What you can do is diarise the start and end of your work day, with a lunch break sometime in between so that the computer prompts you to leave work. Another method of setting mental boundaries is taking a short walk at the start and end of your day to simulate a commute and get some exercise. You need to take care of yourself in order to take care of your clients. Besides, clients may not like being emailed during their remote out-of-office hours either.
Set up a working area and stick to it
You must have seen a few photos of workstations on social media now. A clear desk and complete computer setup helps to create a pseudo office environment at home. Having a proper keyboard, mouse and standalone computer monitor can also help with your posture, instead of crouching over a small laptop. Remember, unlike in the office, you may not have the luxury to rely on an ergonomic chair at home to correct your posture.

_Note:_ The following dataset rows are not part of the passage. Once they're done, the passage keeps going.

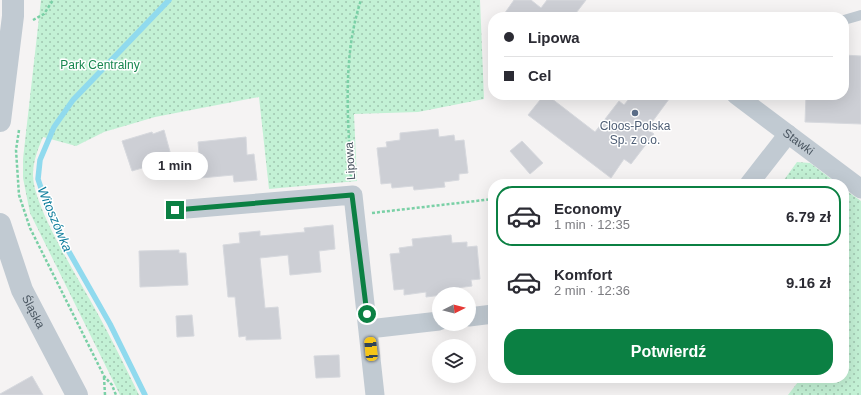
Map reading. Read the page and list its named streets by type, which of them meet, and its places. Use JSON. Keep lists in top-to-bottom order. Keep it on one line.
{"streets":{"street":["Stawki","Śląska"],"path":["Lipowa"]},"water":["Witoszówka"],"parks":["Park Centralny"],"places":["Cloos-Polska Sp. z o.o."],"north":"right","page":{"banner":["Lipowa","Cel"],"bubble":"1 min","list":[{"name":"Economy","note":"1 min · 12:35","value":"6.79 zł"},{"name":"Komfort","note":"2 min · 12:36","value":"9.16 zł"}],"buttons":"Potwierdź"}}
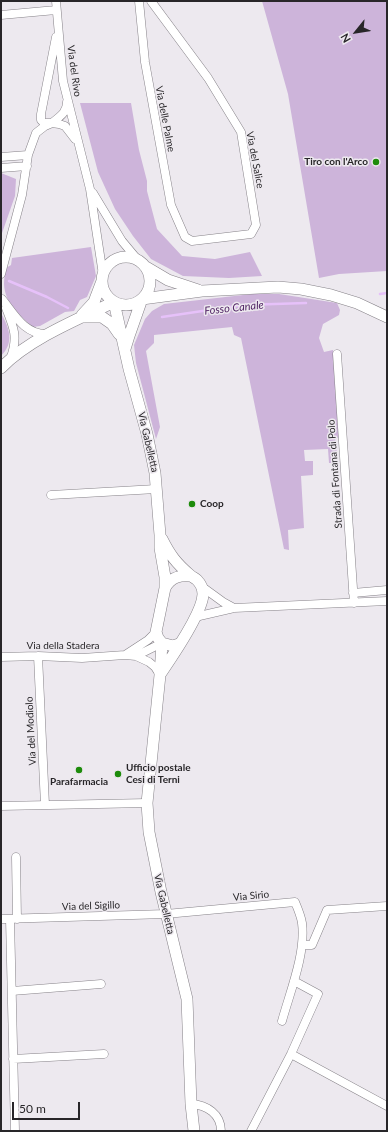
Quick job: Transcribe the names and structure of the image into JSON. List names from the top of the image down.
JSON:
{
  "streets": {
    "street": [
      "Via del Rivo",
      "Via delle Palme",
      "Via del Salice",
      "Via Gabelletta",
      "Strada di Fontana di Polo",
      "Via della Stadera",
      "Via del Modiolo",
      "Via Sirio",
      "Via del Sigillo"
    ]
  },
  "crossings": [
    ["Via delle Palme", "Via del Salice"],
    ["Via Gabelletta", "Via della Stadera"],
    ["Via Gabelletta", "Via Sirio"],
    ["Via Gabelletta", "Via del Sigillo"],
    ["Via della Stadera", "Via del Modiolo"],
    ["Via Sirio", "Via del Sigillo"]
  ],
  "water": ["Fosso Canale"],
  "places": [
    "Tiro con l'Arco",
    "Coop",
    "Parafarmacia",
    "Ufficio postale Cesi di Terni"
  ],
  "scale_bar": "50 m",
  "north": "bottom left"
}
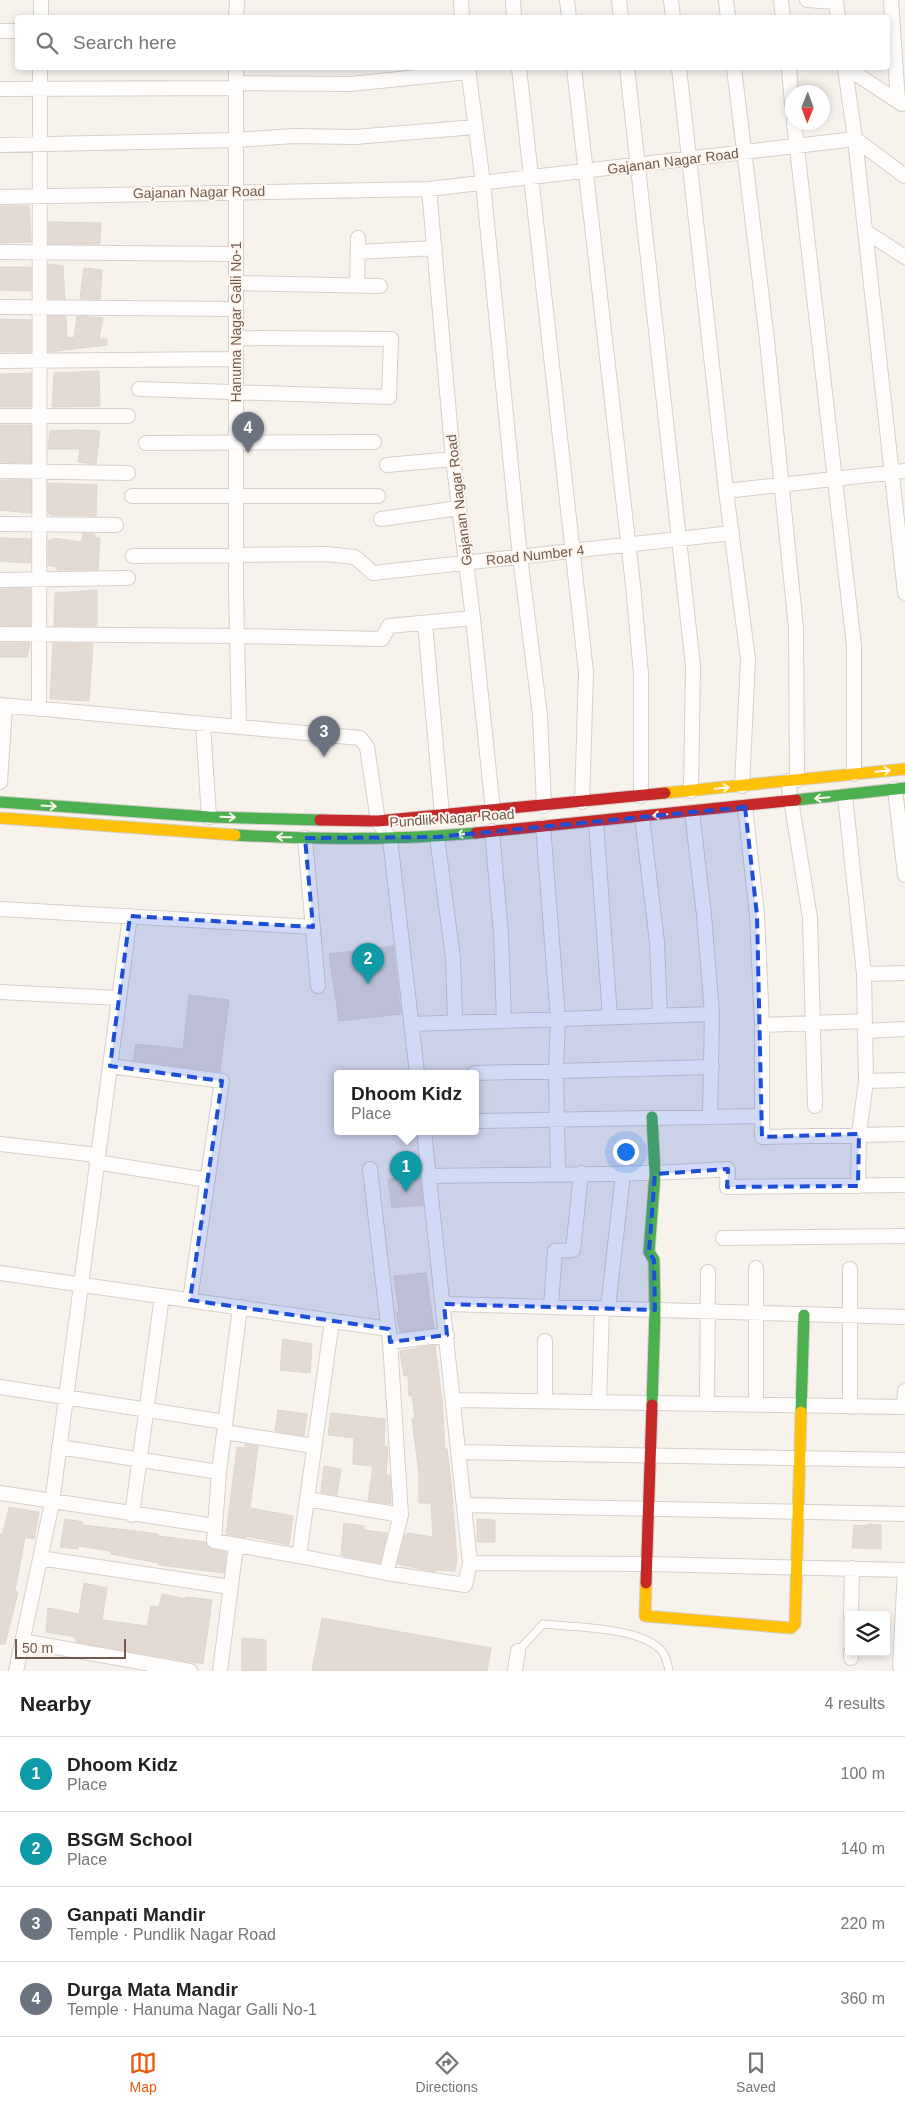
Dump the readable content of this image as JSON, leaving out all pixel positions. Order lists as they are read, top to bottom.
{
  "streets": {
    "main road": ["Pundlik Nagar Road"],
    "street": ["Gajanan Nagar Road", "Hanuma Nagar Galli No-1", "Road Number 4"]
  },
  "crossings": [
    ["Gajanan Nagar Road", "Hanuma Nagar Galli No-1"],
    ["Gajanan Nagar Road", "Road Number 4"],
    ["Gajanan Nagar Road", "Pundlik Nagar Road"],
    ["Hanuma Nagar Galli No-1", "Road Number 4"]
  ],
  "scale_bar": "50 m",
  "north": "bottom",
  "page": {
    "search": "Search here",
    "pins": [
      "4",
      "3",
      "2",
      "1"
    ],
    "popup": ["Dhoom Kidz", "Place"],
    "scale": "50 m",
    "heading": ["Nearby", "4 results"],
    "list": [
      {
        "mark": "1",
        "name": "Dhoom Kidz",
        "note": "Place",
        "value": "100 m"
      },
      {
        "mark": "2",
        "name": "BSGM School",
        "note": "Place",
        "value": "140 m"
      },
      {
        "mark": "3",
        "name": "Ganpati Mandir",
        "note": "Temple · Pundlik Nagar Road",
        "value": "220 m"
      },
      {
        "mark": "4",
        "name": "Durga Mata Mandir",
        "note": "Temple · Hanuma Nagar Galli No-1",
        "value": "360 m"
      }
    ],
    "nav": ["Map", "Directions", "Saved"]
  }
}
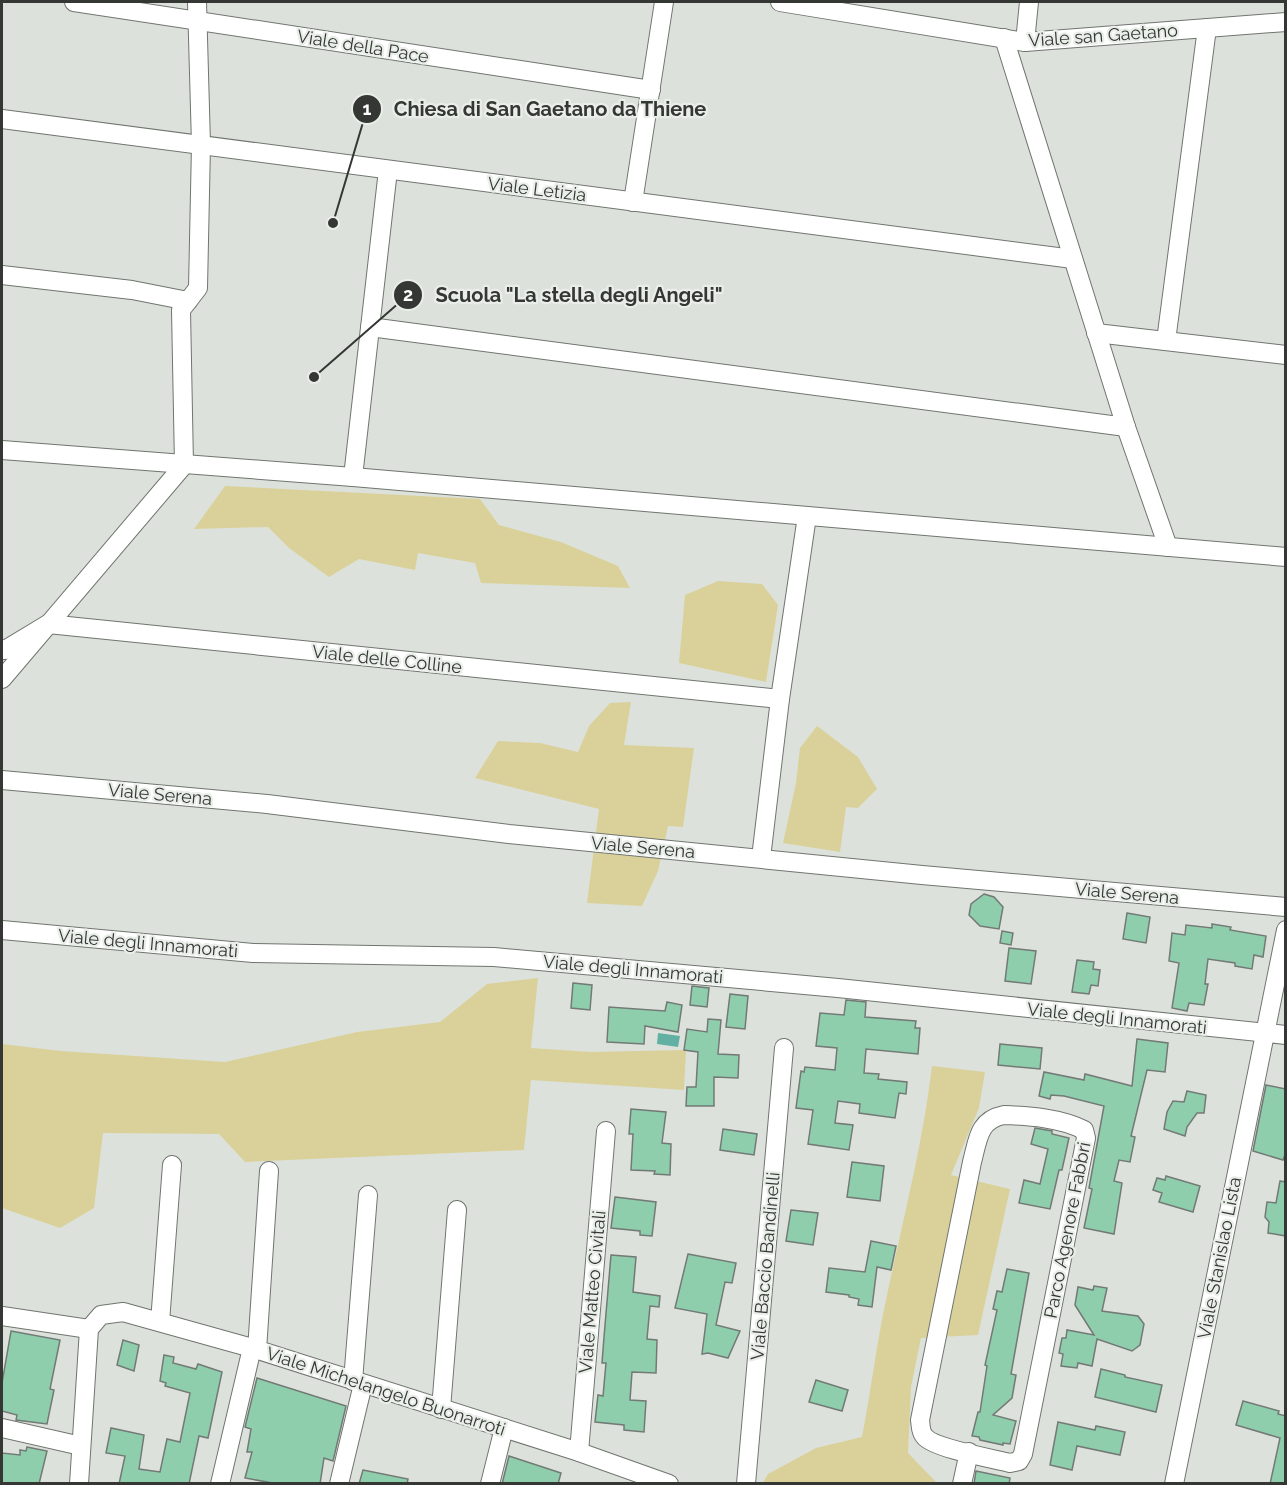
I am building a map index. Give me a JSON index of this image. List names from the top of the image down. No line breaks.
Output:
{"streets":{"street":["Viale san Gaetano","Viale della Pace","Viale Letizia","Viale delle Colline","Viale Serena","Viale degli Innamorati","Parco Agenore Fabbri","Viale Stanislao Lista","Viale Baccio Bandinelli","Viale Matteo Civitali","Viale Michelangelo Buonarroti"]},"crossings":[["Viale degli Innamorati","Viale Stanislao Lista"],["Viale Matteo Civitali","Viale Michelangelo Buonarroti"]],"places":["Chiesa di San Gaetano da Thiene","Scuola \"La stella degli Angeli\""]}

Set expectations with colleagues and those around you
You may be a parent, pet owner or caretaker of an elderly member. While most people are sympathetic towards responsibilities at home, it's important and frankly polite to notify others who may be expecting work from you or attending a conference call with you to set appropriate expectations. So if your kids are popping in and out of the camera in the background or your dog is asking for attention, announce it in advance. You can always make up for work after your dependents are in bed.
On the other hand, if you are sharing limited space with someone else who is also working from home, it is a good idea to set out and agree with your family members or housemates on when can you be interrupted and what for. Setting a clear schedule for video meetings could work too, so that the other person would be quiet while you are on a call. The key here is communication and compromise.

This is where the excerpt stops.